While posing for a photo with the python, the animal started to wrap its long body around his neck and almost strangled him in the process.
Mr Dutta could be seen wrestling with the reptile in the frightening footage posted by news agency ANI.
The writhing snake manages to envelop itself around his torso at one point in the clip.
Local villagers rush to help Mr Dutta while he attempts to keep a firm grip near the snake’s head.
Social media users hit out at Mr Dutta – rebuking him for posing for a selfie in such a potentially dangerous situation.
“30 seconds of fame nearly cost the ranger’s life. The animal was only reacting instinctively because it felt threatened. Would’ve been another ‘death by selfie’,” said Twitter user, Trishna.
“His job is to safeguard wild animals, including snakes. All he had to do is put it in a black cloth bag and move it to safety. Anyway, he’s got his share of embarrassment instead of fame. #cheapthrills,” said another.
It comes after an Indonesian woman was found in the belly of a giant python after the swollen snake was captured near where she disappeared while cultivating her vegetable garden, police said on Saturday.
Wa Tiba, 54, left her home on Muna island to visit her cornfield on Thursday night, according to the Jakarta Post.

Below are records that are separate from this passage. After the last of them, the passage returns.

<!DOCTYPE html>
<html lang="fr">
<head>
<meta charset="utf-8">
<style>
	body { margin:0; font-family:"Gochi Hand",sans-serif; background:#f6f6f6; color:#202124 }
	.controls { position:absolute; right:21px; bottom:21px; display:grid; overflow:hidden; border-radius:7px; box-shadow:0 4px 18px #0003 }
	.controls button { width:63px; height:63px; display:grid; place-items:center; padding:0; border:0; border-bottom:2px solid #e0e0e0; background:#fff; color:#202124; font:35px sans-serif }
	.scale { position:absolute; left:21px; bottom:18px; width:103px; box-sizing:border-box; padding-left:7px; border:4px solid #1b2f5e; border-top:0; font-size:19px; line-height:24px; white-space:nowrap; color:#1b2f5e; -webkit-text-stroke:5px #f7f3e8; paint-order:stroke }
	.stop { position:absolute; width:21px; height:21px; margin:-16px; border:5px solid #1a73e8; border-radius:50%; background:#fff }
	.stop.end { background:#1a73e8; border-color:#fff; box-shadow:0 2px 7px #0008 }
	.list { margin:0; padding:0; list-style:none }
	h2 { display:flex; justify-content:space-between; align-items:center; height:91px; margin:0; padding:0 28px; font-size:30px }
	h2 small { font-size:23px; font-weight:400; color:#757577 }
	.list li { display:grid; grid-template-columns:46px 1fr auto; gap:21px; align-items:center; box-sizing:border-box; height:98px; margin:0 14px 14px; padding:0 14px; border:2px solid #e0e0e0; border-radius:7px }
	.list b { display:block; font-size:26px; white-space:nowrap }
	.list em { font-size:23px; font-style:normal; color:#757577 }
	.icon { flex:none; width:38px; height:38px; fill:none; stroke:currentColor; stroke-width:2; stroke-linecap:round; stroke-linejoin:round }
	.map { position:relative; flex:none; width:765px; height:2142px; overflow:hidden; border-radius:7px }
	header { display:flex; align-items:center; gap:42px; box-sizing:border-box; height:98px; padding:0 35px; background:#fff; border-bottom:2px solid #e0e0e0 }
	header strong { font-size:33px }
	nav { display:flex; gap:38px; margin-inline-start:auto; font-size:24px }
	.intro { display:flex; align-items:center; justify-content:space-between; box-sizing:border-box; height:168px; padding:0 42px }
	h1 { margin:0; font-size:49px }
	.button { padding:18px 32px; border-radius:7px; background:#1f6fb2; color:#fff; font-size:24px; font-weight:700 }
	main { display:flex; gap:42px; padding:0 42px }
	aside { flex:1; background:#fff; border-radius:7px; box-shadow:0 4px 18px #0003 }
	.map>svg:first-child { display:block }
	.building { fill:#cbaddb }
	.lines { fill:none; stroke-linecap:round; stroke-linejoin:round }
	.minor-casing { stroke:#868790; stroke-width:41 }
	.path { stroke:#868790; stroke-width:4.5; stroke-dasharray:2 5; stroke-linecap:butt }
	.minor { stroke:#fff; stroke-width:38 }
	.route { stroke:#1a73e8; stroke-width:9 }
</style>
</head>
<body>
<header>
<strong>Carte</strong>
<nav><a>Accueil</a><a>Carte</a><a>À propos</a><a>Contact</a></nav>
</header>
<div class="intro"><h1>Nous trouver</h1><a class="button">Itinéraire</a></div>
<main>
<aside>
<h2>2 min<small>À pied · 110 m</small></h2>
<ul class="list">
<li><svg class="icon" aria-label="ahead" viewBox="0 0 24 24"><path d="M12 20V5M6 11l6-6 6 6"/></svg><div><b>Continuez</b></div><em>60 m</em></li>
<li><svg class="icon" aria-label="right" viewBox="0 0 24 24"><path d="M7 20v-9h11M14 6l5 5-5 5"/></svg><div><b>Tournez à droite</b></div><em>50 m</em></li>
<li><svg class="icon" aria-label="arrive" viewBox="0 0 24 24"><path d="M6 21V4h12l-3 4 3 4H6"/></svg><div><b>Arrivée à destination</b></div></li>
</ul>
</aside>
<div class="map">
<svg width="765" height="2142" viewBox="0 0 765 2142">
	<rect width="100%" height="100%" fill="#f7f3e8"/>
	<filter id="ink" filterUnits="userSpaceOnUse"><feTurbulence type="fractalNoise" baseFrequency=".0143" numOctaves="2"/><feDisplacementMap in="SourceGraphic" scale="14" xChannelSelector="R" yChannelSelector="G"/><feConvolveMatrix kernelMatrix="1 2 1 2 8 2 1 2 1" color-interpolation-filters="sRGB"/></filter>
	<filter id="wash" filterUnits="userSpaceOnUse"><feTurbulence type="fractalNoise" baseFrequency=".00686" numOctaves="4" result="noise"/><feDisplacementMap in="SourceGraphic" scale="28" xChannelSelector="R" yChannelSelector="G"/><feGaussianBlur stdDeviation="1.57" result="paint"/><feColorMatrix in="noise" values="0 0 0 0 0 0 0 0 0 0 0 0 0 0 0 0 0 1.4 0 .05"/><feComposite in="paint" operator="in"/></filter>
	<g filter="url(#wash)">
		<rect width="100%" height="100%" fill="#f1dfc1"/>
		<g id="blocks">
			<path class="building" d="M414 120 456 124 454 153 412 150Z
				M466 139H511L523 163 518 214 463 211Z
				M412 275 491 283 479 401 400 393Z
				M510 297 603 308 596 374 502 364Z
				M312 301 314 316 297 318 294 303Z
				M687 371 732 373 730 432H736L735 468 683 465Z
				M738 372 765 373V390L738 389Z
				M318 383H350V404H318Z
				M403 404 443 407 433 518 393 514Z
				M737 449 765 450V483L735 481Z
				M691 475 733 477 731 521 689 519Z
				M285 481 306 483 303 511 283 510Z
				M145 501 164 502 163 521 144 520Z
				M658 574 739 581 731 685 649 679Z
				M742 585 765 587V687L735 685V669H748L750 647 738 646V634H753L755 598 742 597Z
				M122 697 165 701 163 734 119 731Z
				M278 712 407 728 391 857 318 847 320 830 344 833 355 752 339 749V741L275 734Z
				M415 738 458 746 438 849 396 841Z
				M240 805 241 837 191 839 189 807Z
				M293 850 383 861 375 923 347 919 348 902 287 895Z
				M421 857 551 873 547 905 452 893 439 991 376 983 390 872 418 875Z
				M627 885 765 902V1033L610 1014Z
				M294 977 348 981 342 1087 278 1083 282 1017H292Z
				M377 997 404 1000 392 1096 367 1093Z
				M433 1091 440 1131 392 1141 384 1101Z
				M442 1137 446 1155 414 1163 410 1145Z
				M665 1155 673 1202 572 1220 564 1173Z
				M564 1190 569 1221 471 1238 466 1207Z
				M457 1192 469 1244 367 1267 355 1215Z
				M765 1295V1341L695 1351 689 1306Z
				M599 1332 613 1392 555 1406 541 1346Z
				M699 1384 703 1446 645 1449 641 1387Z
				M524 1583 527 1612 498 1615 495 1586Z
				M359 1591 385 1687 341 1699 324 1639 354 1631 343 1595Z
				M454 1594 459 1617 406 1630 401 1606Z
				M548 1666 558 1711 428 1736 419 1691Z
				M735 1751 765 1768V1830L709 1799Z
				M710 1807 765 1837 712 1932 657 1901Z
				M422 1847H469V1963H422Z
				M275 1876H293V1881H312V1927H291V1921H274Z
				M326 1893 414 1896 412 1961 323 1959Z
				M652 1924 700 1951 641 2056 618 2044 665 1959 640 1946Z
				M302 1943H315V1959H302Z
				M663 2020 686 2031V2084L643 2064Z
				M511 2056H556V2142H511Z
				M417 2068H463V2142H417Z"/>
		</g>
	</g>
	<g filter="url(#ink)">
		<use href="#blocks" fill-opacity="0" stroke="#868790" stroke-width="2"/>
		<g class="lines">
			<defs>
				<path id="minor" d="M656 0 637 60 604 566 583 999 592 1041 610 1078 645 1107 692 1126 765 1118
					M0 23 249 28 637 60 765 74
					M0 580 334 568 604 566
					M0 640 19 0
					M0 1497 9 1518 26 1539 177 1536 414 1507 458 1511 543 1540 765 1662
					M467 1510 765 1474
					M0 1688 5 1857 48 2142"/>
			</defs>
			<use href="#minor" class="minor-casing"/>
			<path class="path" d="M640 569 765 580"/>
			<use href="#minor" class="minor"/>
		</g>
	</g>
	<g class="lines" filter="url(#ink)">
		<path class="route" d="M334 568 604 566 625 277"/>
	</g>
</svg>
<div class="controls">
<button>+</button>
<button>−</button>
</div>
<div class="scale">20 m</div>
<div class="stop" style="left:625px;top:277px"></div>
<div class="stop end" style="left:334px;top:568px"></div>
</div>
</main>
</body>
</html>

Her body was found on Friday when villagers cut open the 23ft python which was found bloated in the village of Persiapan Lawela on the island of Muna, off Sulawesi.
Local police chief Hamka said: “Residents were suspicious the snake swallowed the victim, so they killed it, then carried it out of the garden. The snake’s belly was cut open and the body of the victim was found inside.”
Reticulated pythons, a species of python found in South Asia and Southeast Asia which are the longest snakes in the world, usually feed on smaller mammals.
Attacks on humans are supposed to be as infrequent as winning the lottery and being struck by lightning at the same time.